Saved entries
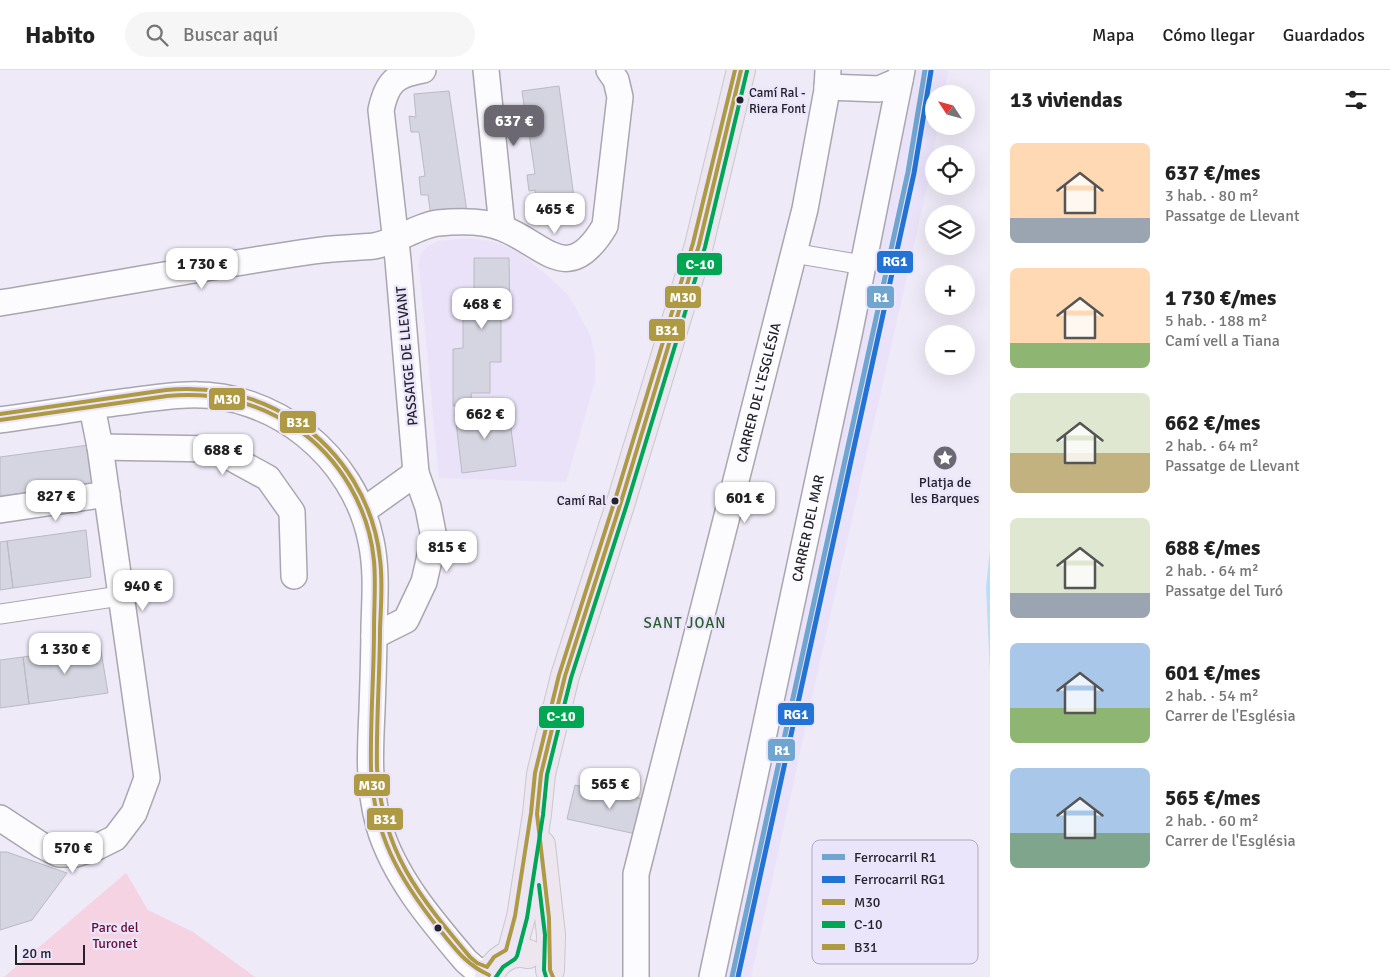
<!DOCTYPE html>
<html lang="es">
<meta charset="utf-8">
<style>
:root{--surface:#fff;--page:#f6f6f6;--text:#222;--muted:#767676;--line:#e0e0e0;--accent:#6b6872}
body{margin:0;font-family:Signika,sans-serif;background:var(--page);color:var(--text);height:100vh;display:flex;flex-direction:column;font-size:19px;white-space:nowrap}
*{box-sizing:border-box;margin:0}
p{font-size:16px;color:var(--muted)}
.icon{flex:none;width:28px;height:28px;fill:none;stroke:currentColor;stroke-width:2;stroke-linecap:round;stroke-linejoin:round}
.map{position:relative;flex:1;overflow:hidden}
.sheet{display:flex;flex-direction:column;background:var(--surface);width:400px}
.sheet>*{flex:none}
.needle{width:32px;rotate:306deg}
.fabs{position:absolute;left:925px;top:15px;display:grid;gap:10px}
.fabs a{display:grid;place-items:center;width:50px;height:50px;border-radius:50%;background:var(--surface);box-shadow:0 5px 20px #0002;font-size:25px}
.scale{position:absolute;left:15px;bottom:12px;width:70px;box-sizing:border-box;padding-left:5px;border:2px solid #24222a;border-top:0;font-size:14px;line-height:18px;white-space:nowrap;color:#24222a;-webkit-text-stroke:4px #ebe5fc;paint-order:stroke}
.price{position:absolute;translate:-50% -42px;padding:0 11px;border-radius:10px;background:#fff;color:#222;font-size:16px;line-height:32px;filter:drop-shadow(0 1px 2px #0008)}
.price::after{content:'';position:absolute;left:50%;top:30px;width:15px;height:11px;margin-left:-8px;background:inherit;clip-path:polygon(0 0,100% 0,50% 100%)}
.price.active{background:var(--accent);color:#fff}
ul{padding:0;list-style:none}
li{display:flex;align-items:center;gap:15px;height:125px;padding:0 20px}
li span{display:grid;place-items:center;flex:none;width:140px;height:100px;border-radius:8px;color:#555}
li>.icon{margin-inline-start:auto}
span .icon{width:60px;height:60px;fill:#fffc;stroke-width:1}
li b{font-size:21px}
h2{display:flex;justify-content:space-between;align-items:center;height:60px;padding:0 20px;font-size:21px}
header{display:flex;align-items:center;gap:30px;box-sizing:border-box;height:70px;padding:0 25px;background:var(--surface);border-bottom:1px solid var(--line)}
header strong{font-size:24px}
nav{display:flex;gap:28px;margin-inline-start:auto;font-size:18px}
.search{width:350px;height:45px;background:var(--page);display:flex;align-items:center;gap:12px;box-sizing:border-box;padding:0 18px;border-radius:28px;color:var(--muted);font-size:19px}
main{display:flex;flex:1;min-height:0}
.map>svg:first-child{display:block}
</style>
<header>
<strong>Habito</strong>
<div class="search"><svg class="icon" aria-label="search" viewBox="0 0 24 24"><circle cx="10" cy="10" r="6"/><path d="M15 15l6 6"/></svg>Buscar aquí</div>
<nav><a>Mapa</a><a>Cómo llegar</a><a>Guardados</a></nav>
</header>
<main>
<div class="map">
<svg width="990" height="907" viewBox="0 0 990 907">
<rect width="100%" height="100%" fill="#eeeaf7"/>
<path fill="#e9e2f9" d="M 911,0 L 948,0 L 944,24 L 934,24 L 934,56 L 938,56 L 929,108 L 818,600 L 751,907 L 719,907 Z
M 472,168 L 494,172 L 517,181 L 550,208 L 569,226 L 591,267 L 595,289 L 595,311 L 566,412 L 439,408 L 419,195 L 420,185 L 427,177 L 438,171 Z"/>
<path fill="#f5d3e2" d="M 126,803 L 148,840 L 193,862 L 255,907 L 4,907 Z"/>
<path fill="#b9ddfa" d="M 990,480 L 990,603 L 986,517 Z"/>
<path fill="#d4d5e0" stroke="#babac3" d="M 559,16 L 575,135 L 538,140 L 535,120 L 529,121 L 527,105 L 535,104 L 528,57 L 523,58 L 520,42 L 525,42 L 522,21 Z
M 449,21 L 467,142 L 431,146 L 428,125 L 421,125 L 419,107 L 425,106 L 419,62 L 411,62 L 409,46 L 416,47 L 414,24 Z
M 474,188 L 509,188 L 510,248 L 501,248 L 501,292 L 490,292 L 490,323 L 471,323 L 472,335 L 453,336 L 453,279 L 463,278 L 463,234 L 474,234 Z
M 508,337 L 516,396 L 462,403 L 455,344 Z
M 89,375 L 92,414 L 0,426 L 0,387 Z
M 86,460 L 91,507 L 13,518 L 7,471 Z
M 7,471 L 13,518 L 0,520 L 0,472 Z
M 100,575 L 108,623 L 29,634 L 23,587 Z
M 23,587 L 29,634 L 0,638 L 0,590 Z
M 575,715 L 653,731 L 645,766 L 567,749 Z
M 0,782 L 7,782 L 67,803 L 32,850 L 0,860 Z"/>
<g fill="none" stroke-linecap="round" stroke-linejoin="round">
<defs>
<path id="pedestrian" d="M 793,183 L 863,195
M 0,544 L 120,526"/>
<g id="minor">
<path d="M 486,0 L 502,157"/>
<path d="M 827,17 L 879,19 L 900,10"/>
<path d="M 0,233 C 105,216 209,196 314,181 C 334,178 354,178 374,176 C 396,172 419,155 438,153 C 458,151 483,150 502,158 C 546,175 568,218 605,156 L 620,27 L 616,10 L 609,0"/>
<path d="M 0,350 C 35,345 71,340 106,334 C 133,331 160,326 187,325 C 274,321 354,386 371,471 C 377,499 375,527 374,556 C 374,584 373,612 372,641 C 370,682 368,715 379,756 C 394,807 432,851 466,891 L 474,898 L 489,905"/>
<path d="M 100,377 L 215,379 L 268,408 L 292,442 L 294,506"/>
<path d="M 0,440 L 107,424"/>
<path d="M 363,441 L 416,403 L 398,190 L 381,40 C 387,12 395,5 423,0"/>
<path d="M 374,566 L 406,550 L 424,512 L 434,468 L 428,437 L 416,403"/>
<path d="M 0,748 L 41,775 L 59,784 L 76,784 L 97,777 L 115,768 L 134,743 L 147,708 L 100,377 L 92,337"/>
<path id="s1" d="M 636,907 L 636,804 L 805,139 L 827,20 L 828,0"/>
<path id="s2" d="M 712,907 L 850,260 L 902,0"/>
</g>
<path id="primary" d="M 541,775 L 551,865 L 550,900
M 511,884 L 521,847 L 537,744 L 541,704 L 565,606 L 621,432 L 699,175 L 741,0
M 489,907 C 495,890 510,880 528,884"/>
</defs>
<use href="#pedestrian" stroke="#a9a6b0" stroke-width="21"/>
<use href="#minor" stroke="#a9a6b0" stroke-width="28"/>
<use href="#primary" stroke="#c9c7cd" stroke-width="30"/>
<use href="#pedestrian" stroke="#fcfcfe" stroke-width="19"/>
<use href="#minor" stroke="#fcfcfe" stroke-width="25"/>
<use href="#primary" stroke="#ede6ee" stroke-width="28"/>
<defs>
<path id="bus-1" d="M 0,350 L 167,326 C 215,322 255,331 296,358 C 340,388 369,438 374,491 C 376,513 374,536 374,559 C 374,605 370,652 371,699 C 374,765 398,807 439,859 C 455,878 465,894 489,905
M 553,907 L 550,900 L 549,848 L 537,744 L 541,704 L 565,606 L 621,432 L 699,175 L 741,0"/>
<path id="bus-2" d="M 539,815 L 545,865 L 544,900 L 546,907
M 496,907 L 503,897 L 515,889 L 517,886 L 527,848 L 543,745 L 547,705 L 571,608 L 627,434 L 705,177 L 747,1"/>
<path id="bus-3" d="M 0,344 L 166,320 C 213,316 257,325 296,351 C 343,382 374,433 380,489 C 383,512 381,535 380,558 C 380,605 376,651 377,698 C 382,782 419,826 470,887 L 477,893 L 487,897 L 494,887 L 506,880 L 515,846 L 531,743 L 535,703 L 559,605 L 615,430 L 693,173 L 735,0"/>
</defs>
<use href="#bus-1" stroke="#ebe5fc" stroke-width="8"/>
<use href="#bus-2" stroke="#ebe5fc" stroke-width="8"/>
<use href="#bus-3" stroke="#ebe5fc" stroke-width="8"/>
<use href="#bus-1" stroke="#ae9a42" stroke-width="4"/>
<use href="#bus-2" stroke="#00a651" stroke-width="4"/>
<use href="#bus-3" stroke="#ae9a42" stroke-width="4"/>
<defs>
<path id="rail-1" d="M 732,907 L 908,102 L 925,0"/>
<path id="rail-2" d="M 738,907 L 914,103 L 931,1"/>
</defs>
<use href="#rail-1" stroke="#ebe5fc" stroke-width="9"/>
<use href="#rail-2" stroke="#ebe5fc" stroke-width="9"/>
<use href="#rail-1" stroke="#70a5cf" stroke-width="5"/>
<use href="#rail-2" stroke="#2373d5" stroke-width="5"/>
</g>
<defs>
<symbol id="sight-disc" viewBox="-11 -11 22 22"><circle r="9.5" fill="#6b6872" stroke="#ebe5fc"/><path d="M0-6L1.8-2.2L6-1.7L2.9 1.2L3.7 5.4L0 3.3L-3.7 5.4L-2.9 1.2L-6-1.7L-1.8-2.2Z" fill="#fff"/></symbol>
</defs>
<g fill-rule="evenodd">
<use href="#sight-disc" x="931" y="374" width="28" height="28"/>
</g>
<g fill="#24222a" stroke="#ebe5fc" stroke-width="2">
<circle cx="740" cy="30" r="4.5"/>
<circle cx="615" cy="431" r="4.5"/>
<circle cx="438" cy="858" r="4.5"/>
</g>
<g text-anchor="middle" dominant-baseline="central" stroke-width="4.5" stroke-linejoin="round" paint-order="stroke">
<g font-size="13" fill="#24222a" stroke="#ebe5fc" text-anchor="start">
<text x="749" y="23">Camí Ral -<tspan x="749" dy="16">Riera Font</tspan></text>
<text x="606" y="431" text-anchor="end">Camí Ral</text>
</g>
<g font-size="14" fill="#24222a" stroke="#ebe5fc">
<text transform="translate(407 286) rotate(-95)">PASSATGE DE LLEVANT</text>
<text stroke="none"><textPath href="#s1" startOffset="600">CARRER DE L'ESGLÉSIA</textPath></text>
<text stroke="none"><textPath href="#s2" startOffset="459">CARRER DEL MAR</textPath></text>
</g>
<g font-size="14" fill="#24222a" stroke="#ebe5fc">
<text x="945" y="412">Platja de<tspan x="945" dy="16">les Barques</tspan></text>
</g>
<g font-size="14" fill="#661036" stroke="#ebe5fc">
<text x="115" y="857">Parc del<tspan x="115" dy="16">Turonet</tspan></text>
</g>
<g font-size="15" letter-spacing="1" fill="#295e2a" stroke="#ebe5fc">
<text x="685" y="553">SANT JOAN</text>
</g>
</g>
<rect x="812" y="770" width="166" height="124" rx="8" fill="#ebe5fc" stroke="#afaabd" stroke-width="1"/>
<rect x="822" y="784" width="23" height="6" fill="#70a5cf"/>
<rect x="822" y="806" width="23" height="7" fill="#2373d5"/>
<rect x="822" y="829" width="23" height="6" fill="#ae9a42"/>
<rect x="822" y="851" width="23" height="7" fill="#00a651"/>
<rect x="822" y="874" width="23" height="6" fill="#ae9a42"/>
<g font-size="14" fill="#24222a">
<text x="854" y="792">Ferrocarril R1</text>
<text x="854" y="814">Ferrocarril RG1</text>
<text x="854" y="837">M30</text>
<text x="854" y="859">C-10</text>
<text x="854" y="882">B31</text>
</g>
<g stroke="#ebe5fc" stroke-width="2">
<rect x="876" y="180" width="38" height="24" rx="5" fill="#2373d5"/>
<rect x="676" y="182" width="47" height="24" rx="5" fill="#00a651"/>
<rect x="664" y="215" width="38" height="24" rx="5" fill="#ae9a42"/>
<rect x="866" y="215" width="29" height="24" rx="5" fill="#70a5cf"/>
<rect x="648" y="248" width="38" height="24" rx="5" fill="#ae9a42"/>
<rect x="208" y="317" width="38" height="24" rx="5" fill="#ae9a42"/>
<rect x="279" y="340" width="38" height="24" rx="5" fill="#ae9a42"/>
<rect x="777" y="632" width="38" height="24" rx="5" fill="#2373d5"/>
<rect x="538" y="635" width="47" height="24" rx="5" fill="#00a651"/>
<rect x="767" y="668" width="29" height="24" rx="5" fill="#70a5cf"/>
<rect x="353" y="703" width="38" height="24" rx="5" fill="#ae9a42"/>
<rect x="366" y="737" width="38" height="24" rx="5" fill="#ae9a42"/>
</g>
<g font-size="14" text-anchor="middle" font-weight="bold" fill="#fff">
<text x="895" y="196">RG1</text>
<text x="700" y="199">C-10</text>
<text x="683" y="232">M30</text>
<text x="881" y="232">R1</text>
<text x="667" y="265">B31</text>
<text x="227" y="334">M30</text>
<text x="298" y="357">B31</text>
<text x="796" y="649">RG1</text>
<text x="561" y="651">C-10</text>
<text x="782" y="685">R1</text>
<text x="372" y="720">M30</text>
<text x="385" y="754">B31</text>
</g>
</svg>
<div class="fabs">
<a><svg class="needle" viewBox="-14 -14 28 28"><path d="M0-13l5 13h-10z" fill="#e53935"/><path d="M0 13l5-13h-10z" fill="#767676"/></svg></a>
<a><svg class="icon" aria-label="locate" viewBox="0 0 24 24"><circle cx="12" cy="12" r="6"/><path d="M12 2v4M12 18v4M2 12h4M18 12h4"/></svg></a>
<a><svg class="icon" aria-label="layers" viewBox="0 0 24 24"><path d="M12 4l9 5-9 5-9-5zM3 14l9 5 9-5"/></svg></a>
<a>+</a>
<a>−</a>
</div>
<div class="scale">20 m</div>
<b class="price active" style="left:514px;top:77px">637 €</b>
<b class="price" style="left:555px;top:165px">465 €</b>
<b class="price" style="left:202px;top:220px">1 730 €</b>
<b class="price" style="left:482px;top:260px">468 €</b>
<b class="price" style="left:485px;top:370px">662 €</b>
<b class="price" style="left:223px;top:406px">688 €</b>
<b class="price" style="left:56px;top:452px">827 €</b>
<b class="price" style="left:745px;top:454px">601 €</b>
<b class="price" style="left:447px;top:503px">815 €</b>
<b class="price" style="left:143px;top:542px">940 €</b>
<b class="price" style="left:65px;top:605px">1 330 €</b>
<b class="price" style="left:610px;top:740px">565 €</b>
<b class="price" style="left:73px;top:804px">570 €</b>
</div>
<section class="sheet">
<h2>13 viviendas<svg class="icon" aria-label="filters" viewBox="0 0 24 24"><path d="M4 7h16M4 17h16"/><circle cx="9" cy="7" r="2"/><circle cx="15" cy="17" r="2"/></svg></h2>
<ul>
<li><span style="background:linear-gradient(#ffd9b3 75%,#9aa5b1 0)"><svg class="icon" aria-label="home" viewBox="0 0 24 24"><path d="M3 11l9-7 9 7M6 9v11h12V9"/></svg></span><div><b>637 €/mes</b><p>3 hab. · 80 m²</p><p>Passatge de Llevant</p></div></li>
<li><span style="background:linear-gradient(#ffd9b3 75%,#8fb573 0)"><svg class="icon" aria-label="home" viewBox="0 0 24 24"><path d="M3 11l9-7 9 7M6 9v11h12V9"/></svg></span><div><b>1 730 €/mes</b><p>5 hab. · 188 m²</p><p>Camí vell a Tiana</p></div></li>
<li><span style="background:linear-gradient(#dfe7d0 60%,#c2b280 0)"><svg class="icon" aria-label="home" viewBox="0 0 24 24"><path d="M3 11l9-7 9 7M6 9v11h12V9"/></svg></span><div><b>662 €/mes</b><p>2 hab. · 64 m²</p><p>Passatge de Llevant</p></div></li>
<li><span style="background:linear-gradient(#dfe7d0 75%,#9aa5b1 0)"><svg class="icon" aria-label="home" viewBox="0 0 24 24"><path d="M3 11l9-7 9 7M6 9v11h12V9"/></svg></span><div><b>688 €/mes</b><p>2 hab. · 64 m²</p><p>Passatge del Turó</p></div></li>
<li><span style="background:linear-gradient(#a9c7e8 65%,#8fb573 0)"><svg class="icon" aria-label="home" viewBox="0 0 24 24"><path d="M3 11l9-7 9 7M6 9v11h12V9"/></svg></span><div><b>601 €/mes</b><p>2 hab. · 54 m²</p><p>Carrer de l'Església</p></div></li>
<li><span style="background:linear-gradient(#a9c7e8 65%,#7fa58c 0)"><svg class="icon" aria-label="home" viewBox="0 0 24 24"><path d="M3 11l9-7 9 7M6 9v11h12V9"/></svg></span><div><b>565 €/mes</b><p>2 hab. · 60 m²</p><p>Carrer de l'Església</p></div></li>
</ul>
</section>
</main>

Task instructions
Out of the entries, report each line that contains the word "position".

Exercise result
.map{position:relative;flex:1;overflow:hidden}
.fabs{position:absolute;left:925px;top:15px;display:grid;gap:10px}
.scale{position:absolute;left:15px;bottom:12px;width:70px;box-sizing:border-box;padding-left:5px;border:2px solid #24222a;border-top:0;font-size:14px;line-height:18px;white-space:nowrap;color:#24222a;-webkit-text-stroke:4px #ebe5fc;paint-order:stroke}
.price{position:absolute;translate:-50% -42px;padding:0 11px;border-radius:10px;background:#fff;color:#222;font-size:16px;line-height:32px;filter:drop-shadow(0 1px 2px #0008)}
.price::after{content:'';position:absolute;left:50%;top:30px;width:15px;height:11px;margin-left:-8px;background:inherit;clip-path:polygon(0 0,100% 0,50% 100%)}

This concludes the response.